Activity: The result should be a verbatim copy of the whole listing.

Materials provided:
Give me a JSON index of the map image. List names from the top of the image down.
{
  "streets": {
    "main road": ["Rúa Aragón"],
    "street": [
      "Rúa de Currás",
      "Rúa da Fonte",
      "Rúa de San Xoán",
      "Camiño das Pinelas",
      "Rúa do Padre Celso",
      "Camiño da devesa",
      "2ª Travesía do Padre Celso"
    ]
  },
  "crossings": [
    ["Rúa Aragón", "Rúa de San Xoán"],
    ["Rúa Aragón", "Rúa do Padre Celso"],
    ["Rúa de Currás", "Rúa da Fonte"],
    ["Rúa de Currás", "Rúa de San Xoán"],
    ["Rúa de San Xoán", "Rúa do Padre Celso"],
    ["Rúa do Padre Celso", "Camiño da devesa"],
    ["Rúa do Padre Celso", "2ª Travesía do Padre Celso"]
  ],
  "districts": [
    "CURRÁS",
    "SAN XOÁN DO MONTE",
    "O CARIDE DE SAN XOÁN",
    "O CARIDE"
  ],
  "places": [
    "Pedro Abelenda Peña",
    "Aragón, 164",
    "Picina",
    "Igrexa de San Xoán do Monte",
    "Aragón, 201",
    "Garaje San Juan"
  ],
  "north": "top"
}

Solution below:
Give me a JSON index of the map image. List names from the top of the image down.
{
  "streets": {
    "main road": ["Rúa Aragón"],
    "street": [
      "Rúa de Currás",
      "Rúa da Fonte",
      "Rúa de San Xoán",
      "Camiño das Pinelas",
      "Rúa do Padre Celso",
      "Camiño da devesa",
      "2ª Travesía do Padre Celso"
    ]
  },
  "crossings": [
    ["Rúa Aragón", "Rúa de San Xoán"],
    ["Rúa Aragón", "Rúa do Padre Celso"],
    ["Rúa de Currás", "Rúa da Fonte"],
    ["Rúa de Currás", "Rúa de San Xoán"],
    ["Rúa de San Xoán", "Rúa do Padre Celso"],
    ["Rúa do Padre Celso", "Camiño da devesa"],
    ["Rúa do Padre Celso", "2ª Travesía do Padre Celso"]
  ],
  "districts": [
    "CURRÁS",
    "SAN XOÁN DO MONTE",
    "O CARIDE DE SAN XOÁN",
    "O CARIDE"
  ],
  "places": [
    "Pedro Abelenda Peña",
    "Aragón, 164",
    "Picina",
    "Igrexa de San Xoán do Monte",
    "Aragón, 201",
    "Garaje San Juan"
  ],
  "north": "top"
}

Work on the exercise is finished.